Studio album by Shelter
- Released: August 8, 1995
- Genre: Melodic hardcore, hardcore punk, Krishnacore
- Length: 30:29
- Label: Roadrunner, Supersoul
- Producer: Tom Soares, John "Porcell" Porcelly

Shelter chronology
| Attaining The Supreme (1993) | Mantra (1995) | Beyond Planet Earth (1997) |

= Mantra (Shelter album) =

Mantra is an album by New York City hardcore punk band Shelter.

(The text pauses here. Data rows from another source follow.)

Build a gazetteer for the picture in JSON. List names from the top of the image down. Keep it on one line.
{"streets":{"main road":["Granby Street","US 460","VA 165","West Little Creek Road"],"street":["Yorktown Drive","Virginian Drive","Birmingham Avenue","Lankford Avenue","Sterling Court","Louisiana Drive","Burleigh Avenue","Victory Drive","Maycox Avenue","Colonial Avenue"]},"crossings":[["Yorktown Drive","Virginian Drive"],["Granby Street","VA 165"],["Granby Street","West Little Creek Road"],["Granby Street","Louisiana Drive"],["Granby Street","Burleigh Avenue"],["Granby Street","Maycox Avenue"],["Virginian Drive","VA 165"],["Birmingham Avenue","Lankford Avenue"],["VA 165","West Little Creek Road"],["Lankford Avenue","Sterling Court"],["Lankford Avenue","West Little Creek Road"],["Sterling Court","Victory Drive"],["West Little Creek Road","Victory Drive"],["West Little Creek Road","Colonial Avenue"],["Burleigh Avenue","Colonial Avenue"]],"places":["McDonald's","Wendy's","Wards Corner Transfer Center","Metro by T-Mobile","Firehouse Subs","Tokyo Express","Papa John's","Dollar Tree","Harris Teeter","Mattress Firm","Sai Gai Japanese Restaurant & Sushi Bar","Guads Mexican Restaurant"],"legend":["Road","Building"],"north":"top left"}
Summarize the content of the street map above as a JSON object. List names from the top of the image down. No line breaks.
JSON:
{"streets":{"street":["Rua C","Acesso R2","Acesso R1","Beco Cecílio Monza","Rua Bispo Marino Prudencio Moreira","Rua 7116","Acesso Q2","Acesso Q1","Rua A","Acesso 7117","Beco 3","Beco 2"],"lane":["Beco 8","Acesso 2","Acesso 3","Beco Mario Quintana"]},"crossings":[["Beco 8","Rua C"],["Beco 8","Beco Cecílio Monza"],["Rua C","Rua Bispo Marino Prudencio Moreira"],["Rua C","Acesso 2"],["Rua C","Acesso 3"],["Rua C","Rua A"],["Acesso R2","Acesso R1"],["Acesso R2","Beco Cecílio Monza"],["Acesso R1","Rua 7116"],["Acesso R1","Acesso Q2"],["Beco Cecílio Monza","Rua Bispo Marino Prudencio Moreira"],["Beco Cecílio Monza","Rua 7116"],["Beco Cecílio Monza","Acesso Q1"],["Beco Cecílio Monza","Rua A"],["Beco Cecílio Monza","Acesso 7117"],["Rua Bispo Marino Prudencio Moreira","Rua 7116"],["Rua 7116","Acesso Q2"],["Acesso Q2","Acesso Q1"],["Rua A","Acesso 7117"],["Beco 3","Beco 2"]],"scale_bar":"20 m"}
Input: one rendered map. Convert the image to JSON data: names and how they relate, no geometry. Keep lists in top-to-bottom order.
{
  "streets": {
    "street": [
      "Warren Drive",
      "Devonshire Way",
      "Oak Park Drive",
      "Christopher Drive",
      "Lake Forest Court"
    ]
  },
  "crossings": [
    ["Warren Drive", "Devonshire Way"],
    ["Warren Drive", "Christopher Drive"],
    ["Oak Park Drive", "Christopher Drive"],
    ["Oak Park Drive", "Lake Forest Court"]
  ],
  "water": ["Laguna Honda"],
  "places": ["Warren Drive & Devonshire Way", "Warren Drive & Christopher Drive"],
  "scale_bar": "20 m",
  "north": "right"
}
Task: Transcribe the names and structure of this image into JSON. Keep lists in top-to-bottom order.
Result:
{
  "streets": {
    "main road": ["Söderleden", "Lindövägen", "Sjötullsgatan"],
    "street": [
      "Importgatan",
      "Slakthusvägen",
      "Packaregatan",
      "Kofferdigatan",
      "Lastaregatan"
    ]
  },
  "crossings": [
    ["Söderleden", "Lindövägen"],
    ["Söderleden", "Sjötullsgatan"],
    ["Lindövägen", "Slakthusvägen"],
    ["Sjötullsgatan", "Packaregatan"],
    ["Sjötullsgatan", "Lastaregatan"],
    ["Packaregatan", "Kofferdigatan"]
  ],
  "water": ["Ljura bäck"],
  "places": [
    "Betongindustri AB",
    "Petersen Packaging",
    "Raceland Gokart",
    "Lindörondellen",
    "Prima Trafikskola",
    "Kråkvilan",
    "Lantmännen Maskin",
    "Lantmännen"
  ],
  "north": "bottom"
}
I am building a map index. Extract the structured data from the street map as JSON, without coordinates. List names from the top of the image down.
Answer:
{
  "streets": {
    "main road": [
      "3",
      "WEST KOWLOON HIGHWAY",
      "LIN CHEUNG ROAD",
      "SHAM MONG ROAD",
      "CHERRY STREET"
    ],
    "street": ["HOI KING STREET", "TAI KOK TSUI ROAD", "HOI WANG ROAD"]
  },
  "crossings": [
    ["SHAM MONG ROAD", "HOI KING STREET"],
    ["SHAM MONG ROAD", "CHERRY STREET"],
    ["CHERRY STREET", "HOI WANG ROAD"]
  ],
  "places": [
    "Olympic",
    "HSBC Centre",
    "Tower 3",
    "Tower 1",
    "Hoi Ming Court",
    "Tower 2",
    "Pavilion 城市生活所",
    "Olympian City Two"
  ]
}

Released in 1995, it was the band's first album for Roadrunner.

Lyrically the album focuses mainly on Hare Krishna religious philosophy and social commentary on Western civilization — including a manifesto entitled Supersoul in the album's booklet, authored by band's frontman Ray Cappo. The first song, "Message of the Bhagavad", is introduced by an excerpt of a Bhagavad Gita verses reading.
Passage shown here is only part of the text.